Saved entries:
/---
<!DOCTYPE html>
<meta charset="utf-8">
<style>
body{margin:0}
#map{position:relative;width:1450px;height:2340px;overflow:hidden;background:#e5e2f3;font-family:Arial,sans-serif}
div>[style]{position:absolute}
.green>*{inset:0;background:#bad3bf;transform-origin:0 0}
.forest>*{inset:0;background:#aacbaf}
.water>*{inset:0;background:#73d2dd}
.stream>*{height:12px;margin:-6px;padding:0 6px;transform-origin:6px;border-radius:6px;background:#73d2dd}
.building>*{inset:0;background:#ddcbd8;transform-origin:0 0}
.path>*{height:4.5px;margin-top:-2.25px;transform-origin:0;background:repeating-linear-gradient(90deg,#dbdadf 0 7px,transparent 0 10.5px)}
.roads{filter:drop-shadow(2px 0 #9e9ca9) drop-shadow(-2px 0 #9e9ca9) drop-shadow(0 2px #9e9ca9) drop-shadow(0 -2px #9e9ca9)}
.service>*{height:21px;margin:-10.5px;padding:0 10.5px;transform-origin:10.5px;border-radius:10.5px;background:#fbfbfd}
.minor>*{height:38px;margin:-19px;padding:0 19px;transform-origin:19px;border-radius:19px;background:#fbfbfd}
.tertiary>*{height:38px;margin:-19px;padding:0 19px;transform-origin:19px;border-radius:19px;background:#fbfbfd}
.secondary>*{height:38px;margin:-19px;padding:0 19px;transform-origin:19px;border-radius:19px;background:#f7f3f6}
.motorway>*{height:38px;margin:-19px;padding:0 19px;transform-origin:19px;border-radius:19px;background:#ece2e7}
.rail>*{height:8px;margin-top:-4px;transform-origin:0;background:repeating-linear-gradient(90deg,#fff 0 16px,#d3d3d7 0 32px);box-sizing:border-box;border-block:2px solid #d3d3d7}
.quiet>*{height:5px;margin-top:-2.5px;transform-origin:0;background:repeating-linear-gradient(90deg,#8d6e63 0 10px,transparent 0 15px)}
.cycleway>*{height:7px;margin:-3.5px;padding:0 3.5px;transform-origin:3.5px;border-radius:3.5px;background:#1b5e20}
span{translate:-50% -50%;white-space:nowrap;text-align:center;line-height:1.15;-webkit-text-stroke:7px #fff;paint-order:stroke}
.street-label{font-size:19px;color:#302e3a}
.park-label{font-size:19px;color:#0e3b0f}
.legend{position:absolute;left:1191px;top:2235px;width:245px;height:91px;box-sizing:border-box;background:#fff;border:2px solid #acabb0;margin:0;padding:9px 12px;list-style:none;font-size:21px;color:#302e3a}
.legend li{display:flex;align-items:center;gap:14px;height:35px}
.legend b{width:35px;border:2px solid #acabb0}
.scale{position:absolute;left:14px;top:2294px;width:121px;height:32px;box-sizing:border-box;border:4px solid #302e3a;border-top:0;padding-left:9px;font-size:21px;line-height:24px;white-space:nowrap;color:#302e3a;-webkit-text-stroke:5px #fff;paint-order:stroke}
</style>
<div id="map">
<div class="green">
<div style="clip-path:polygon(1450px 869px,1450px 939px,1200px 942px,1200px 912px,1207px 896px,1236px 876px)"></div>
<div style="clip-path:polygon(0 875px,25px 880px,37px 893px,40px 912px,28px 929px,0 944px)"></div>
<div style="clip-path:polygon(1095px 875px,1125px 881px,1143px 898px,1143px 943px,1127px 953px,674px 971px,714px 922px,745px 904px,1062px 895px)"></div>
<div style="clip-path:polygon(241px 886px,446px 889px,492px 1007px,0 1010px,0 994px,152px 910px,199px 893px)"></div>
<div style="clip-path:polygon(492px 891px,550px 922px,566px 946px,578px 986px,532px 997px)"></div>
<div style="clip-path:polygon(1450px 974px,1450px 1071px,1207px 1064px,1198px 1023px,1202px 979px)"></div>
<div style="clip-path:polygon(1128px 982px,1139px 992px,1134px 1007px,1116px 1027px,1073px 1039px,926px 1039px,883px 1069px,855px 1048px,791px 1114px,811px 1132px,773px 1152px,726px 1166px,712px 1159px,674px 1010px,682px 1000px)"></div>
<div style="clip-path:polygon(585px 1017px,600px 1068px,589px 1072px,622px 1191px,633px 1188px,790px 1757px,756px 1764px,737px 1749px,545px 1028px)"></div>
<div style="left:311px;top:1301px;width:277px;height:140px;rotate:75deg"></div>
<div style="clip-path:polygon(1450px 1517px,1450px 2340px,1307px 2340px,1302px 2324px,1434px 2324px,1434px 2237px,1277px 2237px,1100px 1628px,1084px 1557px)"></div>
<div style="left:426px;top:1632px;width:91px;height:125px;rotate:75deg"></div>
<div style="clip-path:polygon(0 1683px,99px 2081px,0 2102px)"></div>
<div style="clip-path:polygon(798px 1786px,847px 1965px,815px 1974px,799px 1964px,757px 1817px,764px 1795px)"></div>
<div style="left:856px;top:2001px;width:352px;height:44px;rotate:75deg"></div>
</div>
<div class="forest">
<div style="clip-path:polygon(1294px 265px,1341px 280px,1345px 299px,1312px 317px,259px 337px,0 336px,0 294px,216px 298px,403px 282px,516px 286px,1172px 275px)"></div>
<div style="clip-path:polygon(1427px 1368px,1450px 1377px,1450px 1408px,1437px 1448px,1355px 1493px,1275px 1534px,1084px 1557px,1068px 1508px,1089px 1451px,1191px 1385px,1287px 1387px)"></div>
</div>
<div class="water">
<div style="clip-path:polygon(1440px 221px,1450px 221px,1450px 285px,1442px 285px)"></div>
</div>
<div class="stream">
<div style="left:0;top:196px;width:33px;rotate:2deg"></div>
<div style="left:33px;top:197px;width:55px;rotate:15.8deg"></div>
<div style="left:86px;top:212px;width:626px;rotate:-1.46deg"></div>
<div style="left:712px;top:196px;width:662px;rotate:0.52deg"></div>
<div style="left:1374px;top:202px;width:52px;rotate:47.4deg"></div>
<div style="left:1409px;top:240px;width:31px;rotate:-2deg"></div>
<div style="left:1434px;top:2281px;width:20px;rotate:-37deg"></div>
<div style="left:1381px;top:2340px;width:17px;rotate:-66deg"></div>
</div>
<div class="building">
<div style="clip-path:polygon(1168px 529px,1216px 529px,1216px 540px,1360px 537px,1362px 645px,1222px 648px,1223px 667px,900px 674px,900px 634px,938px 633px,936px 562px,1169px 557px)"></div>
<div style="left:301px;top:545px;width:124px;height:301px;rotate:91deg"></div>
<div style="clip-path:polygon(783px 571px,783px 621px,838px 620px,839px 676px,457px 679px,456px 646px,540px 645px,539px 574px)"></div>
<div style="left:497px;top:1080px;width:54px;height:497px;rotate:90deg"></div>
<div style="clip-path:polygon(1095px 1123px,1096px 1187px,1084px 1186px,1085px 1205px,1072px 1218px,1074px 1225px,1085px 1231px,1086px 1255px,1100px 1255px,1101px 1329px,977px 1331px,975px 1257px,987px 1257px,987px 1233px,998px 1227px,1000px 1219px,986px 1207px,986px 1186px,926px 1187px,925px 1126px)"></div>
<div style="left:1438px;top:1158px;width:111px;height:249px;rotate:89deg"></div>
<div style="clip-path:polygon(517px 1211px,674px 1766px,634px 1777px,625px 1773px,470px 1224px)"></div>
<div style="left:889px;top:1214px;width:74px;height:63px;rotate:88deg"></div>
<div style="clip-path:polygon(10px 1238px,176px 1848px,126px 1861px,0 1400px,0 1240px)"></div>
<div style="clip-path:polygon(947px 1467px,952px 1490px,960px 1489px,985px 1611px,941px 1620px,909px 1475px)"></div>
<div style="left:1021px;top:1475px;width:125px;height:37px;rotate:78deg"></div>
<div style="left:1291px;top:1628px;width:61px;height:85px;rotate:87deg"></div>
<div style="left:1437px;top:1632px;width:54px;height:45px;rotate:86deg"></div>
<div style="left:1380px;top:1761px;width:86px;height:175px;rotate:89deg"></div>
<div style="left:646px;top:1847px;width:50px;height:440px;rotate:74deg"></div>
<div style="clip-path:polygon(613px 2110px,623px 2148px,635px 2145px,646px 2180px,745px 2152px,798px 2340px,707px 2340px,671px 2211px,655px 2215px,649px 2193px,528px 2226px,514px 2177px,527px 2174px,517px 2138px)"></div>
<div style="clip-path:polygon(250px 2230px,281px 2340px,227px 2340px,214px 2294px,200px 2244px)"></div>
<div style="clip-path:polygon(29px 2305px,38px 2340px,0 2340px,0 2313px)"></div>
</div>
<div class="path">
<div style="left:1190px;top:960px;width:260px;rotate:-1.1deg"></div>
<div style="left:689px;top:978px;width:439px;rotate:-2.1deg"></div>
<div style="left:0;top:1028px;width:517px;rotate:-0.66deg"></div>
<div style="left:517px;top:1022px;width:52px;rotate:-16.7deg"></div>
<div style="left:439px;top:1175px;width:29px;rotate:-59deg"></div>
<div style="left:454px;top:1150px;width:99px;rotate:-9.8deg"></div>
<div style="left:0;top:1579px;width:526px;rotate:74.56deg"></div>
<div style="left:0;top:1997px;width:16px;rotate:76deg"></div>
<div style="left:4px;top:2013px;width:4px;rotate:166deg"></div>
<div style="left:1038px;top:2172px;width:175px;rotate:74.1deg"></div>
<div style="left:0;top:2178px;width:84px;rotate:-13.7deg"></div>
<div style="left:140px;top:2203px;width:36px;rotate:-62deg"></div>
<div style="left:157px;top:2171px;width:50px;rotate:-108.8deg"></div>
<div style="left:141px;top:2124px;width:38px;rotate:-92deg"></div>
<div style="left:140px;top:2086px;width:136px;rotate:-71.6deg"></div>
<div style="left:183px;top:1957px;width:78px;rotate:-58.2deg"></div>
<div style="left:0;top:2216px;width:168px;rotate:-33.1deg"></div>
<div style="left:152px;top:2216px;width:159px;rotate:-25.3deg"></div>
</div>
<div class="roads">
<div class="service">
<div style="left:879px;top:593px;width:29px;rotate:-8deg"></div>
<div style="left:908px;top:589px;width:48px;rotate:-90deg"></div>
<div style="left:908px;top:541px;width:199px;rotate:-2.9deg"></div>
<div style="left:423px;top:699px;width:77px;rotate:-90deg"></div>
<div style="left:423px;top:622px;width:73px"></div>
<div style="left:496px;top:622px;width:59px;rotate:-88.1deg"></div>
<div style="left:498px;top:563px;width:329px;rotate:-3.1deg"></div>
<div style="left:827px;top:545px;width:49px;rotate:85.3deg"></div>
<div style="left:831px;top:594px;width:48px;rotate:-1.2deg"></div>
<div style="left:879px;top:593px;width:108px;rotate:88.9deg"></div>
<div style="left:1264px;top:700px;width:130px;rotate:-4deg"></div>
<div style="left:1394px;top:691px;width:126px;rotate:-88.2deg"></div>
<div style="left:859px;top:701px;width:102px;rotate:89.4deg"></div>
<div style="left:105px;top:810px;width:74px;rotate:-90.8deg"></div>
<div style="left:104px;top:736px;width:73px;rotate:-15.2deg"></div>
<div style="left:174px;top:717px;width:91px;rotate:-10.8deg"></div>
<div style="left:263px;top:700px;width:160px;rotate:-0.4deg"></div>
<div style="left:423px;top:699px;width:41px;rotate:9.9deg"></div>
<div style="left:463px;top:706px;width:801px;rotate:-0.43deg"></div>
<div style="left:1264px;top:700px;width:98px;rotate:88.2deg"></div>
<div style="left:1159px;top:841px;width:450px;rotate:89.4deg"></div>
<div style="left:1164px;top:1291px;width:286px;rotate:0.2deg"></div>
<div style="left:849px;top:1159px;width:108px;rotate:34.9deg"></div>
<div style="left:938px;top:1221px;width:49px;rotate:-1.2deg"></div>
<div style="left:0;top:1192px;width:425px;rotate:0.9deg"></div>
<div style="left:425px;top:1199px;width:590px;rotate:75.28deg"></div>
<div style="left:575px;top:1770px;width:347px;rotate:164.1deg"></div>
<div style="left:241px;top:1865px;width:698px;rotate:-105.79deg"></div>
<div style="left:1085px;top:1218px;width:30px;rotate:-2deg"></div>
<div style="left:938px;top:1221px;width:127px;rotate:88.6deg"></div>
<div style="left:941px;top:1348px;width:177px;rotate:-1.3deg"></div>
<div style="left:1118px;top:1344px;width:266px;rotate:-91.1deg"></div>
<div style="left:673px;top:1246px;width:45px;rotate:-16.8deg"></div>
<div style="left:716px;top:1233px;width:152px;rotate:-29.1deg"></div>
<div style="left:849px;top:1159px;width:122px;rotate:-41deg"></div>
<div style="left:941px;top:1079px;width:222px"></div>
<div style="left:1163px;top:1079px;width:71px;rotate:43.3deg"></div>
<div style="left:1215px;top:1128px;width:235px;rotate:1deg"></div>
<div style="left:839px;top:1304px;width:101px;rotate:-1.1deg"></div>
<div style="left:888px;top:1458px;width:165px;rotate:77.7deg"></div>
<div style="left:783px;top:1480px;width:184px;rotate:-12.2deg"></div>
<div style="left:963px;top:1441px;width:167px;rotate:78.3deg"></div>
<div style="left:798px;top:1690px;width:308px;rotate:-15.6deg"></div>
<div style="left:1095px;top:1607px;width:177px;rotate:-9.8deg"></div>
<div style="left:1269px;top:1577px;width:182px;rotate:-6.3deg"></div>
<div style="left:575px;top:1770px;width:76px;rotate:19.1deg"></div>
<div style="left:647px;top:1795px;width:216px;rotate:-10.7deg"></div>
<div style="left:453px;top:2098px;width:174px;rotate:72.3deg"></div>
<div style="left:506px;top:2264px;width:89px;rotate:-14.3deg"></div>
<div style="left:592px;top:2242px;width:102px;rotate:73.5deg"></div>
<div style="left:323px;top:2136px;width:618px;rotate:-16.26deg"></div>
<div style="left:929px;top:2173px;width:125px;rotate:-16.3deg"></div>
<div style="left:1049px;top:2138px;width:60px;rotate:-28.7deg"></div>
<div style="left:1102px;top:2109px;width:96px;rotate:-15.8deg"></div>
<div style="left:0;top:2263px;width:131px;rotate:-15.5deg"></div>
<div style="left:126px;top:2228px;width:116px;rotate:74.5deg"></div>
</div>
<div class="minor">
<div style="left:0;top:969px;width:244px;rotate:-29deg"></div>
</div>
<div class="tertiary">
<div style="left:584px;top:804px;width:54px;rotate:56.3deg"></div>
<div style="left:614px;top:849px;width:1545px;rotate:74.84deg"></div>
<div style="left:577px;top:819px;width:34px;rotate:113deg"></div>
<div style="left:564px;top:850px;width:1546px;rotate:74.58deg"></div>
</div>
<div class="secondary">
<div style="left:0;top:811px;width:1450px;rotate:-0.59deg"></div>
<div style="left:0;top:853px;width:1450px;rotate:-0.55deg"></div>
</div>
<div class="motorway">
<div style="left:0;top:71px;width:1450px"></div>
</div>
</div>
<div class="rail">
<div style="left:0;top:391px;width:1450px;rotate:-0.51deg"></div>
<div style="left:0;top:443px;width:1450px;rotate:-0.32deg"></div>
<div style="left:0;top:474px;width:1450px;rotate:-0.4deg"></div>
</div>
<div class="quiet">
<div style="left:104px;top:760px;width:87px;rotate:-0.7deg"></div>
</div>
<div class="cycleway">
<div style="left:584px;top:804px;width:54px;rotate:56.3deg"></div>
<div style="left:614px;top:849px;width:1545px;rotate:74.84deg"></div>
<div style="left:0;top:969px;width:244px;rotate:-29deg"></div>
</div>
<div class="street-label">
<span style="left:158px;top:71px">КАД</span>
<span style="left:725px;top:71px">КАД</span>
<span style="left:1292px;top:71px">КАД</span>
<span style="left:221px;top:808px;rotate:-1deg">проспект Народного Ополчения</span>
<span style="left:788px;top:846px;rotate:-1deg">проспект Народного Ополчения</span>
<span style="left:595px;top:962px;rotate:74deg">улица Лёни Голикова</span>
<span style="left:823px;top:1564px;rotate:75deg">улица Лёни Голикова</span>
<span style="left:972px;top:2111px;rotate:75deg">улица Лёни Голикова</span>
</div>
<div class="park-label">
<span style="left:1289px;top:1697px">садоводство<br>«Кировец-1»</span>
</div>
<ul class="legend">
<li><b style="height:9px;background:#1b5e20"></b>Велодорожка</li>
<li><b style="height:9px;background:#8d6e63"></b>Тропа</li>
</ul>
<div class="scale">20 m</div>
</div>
\---
### Work instruction
If a line of the data above holds the string "service", count it, then state only the total.

### Solution for this problem
2